The affected stablecoins are Tether (USDT), First Digital USD (FDUSD), TrueUSD (TUSD), Pax Dollar (USDP), Dai (DAI), Anchored Euro (AEUR), TerraUSD (UST), TerraClassicUSD (USTC), and PAX Gold (PAXG).
How Binance Plans to Roll Out Stablecoins Delisting
EEA customers will be free to continue trading non-MiCA-compliant stablecoins until March 31, 2025 (23:59 UTC).
Starting March 27, 2025, margin trading pairs involving these stablecoins will be immediately delisted, and the remaining assets will be converted into Circle’s USDC.
All impacted spot trading pairs will be fully delisted, and any pending orders will be canceled within 48 hours following March 31, 2025.
While the delisting will have a significant effect on trading options for EEA users, custody of non-MiCA-compliant stablecoins will continue. This means users can deposit and withdraw these assets at any time.
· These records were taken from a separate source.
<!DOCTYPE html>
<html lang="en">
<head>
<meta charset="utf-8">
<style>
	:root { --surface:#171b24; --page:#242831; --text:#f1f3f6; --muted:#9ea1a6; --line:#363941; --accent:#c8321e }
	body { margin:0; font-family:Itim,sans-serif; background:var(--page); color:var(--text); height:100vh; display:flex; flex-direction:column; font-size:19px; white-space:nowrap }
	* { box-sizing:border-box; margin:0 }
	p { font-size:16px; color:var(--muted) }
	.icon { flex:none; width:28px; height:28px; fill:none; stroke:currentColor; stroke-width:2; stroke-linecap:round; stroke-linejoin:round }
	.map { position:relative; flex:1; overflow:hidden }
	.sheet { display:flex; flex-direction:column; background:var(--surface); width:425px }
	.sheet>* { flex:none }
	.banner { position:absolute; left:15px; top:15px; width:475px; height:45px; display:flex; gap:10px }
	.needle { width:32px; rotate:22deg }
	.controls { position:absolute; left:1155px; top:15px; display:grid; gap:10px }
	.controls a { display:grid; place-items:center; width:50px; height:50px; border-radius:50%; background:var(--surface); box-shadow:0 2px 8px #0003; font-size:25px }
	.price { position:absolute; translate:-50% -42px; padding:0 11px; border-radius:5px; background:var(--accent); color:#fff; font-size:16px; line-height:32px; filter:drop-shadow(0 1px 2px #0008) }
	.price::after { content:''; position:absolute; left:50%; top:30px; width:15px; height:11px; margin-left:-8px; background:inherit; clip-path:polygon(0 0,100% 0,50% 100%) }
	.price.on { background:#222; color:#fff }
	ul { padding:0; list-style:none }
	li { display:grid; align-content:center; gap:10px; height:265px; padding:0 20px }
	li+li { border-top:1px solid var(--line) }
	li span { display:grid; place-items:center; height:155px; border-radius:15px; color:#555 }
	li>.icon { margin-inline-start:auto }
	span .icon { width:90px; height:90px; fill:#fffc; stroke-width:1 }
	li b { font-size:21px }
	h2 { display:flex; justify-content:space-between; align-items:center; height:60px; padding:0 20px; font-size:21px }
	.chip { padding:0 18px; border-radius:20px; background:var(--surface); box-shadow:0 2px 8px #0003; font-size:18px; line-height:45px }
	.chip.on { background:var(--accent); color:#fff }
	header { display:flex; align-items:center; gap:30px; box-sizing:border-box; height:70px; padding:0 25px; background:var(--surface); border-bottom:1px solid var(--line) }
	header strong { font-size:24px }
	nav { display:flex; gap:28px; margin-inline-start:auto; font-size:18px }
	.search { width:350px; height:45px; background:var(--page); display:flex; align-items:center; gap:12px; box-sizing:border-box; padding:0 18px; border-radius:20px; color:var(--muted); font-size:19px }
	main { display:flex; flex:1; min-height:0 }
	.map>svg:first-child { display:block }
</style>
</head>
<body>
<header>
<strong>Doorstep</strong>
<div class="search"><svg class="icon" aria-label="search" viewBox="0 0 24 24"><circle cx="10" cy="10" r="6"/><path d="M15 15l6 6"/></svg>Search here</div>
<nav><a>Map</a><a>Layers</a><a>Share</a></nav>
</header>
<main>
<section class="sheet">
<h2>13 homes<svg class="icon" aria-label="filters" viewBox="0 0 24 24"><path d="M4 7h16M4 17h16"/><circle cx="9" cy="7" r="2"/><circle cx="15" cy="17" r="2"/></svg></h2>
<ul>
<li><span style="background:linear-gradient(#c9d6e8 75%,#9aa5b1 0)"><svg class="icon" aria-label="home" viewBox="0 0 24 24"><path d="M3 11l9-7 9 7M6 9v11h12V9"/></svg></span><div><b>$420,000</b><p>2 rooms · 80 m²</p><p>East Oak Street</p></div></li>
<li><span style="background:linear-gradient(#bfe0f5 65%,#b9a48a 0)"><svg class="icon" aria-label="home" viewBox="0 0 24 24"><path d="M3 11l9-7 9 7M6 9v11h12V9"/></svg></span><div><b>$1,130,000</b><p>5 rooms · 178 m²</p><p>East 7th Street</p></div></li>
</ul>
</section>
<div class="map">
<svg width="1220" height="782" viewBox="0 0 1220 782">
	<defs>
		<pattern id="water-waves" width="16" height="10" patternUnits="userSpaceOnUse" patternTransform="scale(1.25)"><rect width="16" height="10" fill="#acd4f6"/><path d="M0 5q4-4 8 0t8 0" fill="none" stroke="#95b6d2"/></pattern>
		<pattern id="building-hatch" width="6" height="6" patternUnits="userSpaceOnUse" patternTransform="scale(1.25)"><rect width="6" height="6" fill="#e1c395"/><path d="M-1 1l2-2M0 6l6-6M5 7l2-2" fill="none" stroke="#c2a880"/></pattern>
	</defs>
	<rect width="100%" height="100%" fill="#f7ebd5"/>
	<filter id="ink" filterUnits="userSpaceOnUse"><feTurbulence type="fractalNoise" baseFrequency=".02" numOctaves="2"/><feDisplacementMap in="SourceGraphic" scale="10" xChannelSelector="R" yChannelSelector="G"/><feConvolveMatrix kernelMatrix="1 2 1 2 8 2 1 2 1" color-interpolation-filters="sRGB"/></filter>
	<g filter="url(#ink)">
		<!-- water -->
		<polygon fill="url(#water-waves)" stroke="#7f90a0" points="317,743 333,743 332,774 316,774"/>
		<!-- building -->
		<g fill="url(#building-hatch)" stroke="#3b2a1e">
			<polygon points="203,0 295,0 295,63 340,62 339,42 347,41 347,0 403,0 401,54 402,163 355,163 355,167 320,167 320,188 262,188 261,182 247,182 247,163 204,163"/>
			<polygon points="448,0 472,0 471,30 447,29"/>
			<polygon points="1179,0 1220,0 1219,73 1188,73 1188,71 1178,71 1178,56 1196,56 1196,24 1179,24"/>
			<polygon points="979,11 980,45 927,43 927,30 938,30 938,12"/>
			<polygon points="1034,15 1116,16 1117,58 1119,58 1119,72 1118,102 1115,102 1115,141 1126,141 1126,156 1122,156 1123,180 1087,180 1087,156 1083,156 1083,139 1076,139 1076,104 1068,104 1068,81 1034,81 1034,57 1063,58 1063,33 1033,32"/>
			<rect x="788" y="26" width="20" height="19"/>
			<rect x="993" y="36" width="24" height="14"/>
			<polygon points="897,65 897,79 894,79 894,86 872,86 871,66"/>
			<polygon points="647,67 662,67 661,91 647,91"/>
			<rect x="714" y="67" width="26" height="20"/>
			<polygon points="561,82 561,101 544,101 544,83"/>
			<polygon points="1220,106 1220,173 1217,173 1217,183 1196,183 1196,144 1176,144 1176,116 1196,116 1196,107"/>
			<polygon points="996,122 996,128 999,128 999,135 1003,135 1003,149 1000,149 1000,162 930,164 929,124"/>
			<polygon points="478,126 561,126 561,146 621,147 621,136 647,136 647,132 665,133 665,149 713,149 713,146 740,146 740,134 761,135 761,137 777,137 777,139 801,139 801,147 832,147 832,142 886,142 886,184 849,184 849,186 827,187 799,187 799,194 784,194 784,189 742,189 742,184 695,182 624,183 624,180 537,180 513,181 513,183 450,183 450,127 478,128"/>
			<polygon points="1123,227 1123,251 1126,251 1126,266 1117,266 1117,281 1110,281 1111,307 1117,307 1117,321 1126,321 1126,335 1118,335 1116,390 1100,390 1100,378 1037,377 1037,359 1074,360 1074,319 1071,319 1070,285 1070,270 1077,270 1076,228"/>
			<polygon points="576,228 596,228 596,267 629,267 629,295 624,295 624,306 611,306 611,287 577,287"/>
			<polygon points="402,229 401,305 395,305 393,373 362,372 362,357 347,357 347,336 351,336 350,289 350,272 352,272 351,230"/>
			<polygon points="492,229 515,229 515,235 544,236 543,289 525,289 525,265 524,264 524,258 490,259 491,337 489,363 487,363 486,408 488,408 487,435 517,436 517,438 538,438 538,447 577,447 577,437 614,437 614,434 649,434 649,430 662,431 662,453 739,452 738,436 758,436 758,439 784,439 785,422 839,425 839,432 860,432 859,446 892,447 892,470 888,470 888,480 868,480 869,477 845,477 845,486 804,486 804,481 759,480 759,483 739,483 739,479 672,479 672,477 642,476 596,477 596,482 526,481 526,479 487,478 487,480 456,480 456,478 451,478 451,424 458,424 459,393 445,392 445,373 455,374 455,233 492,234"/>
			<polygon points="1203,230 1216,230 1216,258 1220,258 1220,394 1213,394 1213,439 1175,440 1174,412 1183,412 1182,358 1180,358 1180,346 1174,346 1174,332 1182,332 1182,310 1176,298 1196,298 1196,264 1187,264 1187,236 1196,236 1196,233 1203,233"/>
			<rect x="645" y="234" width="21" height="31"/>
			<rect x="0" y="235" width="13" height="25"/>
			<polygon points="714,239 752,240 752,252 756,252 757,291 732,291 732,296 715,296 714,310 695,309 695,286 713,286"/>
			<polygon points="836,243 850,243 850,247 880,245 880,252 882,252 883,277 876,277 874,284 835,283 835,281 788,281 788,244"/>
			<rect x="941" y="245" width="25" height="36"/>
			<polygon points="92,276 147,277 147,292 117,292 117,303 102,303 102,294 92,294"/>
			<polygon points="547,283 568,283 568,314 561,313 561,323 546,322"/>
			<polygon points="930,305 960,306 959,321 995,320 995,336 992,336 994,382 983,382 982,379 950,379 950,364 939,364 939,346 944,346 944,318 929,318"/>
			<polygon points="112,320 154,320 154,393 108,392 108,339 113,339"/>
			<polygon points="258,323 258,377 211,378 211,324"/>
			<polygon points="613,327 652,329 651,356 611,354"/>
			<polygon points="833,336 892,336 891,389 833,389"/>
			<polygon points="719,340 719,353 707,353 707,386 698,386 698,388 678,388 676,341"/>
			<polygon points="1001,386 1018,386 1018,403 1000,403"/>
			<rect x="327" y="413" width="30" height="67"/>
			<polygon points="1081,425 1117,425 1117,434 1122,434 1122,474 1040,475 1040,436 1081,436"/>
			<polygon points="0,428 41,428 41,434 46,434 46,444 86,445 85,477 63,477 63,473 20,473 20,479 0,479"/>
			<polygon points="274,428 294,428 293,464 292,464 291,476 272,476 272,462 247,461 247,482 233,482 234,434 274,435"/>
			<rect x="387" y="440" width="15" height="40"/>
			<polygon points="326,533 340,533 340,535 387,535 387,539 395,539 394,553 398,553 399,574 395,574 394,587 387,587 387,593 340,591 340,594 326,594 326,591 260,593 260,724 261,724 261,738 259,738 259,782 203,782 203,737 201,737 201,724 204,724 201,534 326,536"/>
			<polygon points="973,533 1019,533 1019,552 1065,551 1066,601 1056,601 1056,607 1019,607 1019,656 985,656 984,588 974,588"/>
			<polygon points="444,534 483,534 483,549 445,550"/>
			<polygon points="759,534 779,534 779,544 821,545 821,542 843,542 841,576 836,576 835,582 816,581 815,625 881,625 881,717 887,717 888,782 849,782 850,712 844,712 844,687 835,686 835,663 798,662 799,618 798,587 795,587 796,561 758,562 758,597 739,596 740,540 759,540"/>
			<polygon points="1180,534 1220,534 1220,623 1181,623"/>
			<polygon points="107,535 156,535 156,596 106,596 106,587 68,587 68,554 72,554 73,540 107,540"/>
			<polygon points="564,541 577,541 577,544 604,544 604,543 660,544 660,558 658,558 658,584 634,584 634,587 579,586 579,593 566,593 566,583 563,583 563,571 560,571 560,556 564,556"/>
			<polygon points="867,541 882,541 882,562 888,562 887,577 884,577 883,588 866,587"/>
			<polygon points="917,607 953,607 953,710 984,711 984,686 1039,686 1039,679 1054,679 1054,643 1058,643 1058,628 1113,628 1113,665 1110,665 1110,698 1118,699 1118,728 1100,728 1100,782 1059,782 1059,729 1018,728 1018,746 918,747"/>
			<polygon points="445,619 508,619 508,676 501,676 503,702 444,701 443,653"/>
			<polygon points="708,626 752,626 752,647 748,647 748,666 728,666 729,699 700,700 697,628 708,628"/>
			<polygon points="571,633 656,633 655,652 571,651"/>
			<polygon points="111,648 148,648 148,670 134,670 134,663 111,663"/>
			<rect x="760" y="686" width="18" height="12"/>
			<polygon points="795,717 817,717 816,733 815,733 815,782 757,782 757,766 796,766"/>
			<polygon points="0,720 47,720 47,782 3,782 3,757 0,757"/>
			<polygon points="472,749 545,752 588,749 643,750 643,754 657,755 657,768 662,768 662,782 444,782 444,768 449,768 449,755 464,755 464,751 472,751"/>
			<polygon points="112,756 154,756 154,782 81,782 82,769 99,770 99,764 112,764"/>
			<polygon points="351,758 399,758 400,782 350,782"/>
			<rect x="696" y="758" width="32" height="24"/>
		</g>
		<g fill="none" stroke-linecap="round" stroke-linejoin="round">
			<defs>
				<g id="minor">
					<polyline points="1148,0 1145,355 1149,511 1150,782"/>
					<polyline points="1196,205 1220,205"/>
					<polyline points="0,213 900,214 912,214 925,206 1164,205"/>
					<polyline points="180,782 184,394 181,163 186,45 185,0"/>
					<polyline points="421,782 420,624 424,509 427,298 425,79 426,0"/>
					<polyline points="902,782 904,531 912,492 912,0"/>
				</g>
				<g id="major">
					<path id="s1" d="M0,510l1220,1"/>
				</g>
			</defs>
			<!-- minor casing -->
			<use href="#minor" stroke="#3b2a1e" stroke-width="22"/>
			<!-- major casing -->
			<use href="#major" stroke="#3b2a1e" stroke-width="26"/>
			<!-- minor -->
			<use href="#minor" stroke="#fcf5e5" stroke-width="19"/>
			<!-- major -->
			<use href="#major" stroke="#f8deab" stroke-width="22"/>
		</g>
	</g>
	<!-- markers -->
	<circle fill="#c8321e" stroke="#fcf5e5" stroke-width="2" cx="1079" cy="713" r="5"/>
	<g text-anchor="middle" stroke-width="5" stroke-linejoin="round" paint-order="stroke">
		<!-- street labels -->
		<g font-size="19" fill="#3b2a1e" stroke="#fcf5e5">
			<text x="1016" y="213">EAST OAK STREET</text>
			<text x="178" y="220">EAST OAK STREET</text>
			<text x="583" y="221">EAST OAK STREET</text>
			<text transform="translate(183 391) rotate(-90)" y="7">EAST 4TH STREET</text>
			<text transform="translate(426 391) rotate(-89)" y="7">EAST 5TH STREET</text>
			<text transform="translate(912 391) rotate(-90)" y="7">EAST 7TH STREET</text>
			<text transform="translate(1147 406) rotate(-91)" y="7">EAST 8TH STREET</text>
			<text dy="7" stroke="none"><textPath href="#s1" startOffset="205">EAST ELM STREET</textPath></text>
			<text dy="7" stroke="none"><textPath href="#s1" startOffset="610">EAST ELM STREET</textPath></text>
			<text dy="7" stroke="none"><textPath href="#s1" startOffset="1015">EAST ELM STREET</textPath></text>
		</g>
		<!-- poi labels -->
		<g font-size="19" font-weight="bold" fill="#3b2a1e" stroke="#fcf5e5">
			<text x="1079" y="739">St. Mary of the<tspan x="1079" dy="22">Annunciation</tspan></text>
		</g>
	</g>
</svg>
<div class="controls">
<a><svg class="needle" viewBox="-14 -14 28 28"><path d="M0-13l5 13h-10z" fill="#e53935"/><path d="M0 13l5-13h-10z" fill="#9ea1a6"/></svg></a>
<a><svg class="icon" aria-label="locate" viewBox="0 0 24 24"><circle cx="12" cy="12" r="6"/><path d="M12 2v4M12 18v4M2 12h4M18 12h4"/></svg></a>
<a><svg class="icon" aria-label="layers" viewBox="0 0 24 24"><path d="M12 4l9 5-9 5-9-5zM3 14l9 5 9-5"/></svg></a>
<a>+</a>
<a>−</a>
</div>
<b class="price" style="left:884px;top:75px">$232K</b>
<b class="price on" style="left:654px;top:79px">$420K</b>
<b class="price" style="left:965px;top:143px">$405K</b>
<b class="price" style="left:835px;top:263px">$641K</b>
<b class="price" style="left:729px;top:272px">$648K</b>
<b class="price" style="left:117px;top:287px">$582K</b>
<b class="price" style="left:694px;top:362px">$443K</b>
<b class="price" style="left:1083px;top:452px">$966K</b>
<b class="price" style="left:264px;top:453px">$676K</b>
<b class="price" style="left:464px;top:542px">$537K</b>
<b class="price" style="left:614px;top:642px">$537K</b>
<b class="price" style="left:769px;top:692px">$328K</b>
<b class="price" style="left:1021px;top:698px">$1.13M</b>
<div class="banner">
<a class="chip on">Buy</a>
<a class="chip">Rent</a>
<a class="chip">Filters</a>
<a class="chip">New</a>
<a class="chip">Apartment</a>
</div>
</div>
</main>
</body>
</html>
Despite the above provision, European Economic Area customers are advised to immediately convert their holdings to MiCA-compliant options, such as USDC, EURI, or EUR, as soon as possible.
Furthermore, Binance is offering various promotions to ease the transition:
- Zero-fee trading for selected USDC pairs
- Taker fee discounts for USDC spot and margin trading
- Attractive annual percentage yields (APY) on USDC and EURI flexible products
Given that other major exchanges, such as Coinbase and Crypto.com, have also announced intentions to delist non-compliant stablecoins in Europe, this action is not unique.
MiCA Regulation Uncertainty
MiCA’s perspective on stablecoins remains unclear because these assets typically operate via smart contracts without a traditional ‘physical’ issuer who qualifies for a license. The ambiguity could limit the available stablecoin options for European traders and investors.
Moreover, the rapid implementation of the rules could lead to market disruption.
Although the variety of stablecoin options might see a short-term drop, the shift toward compliant assets might finally result in more stability and confidence in the crypto market.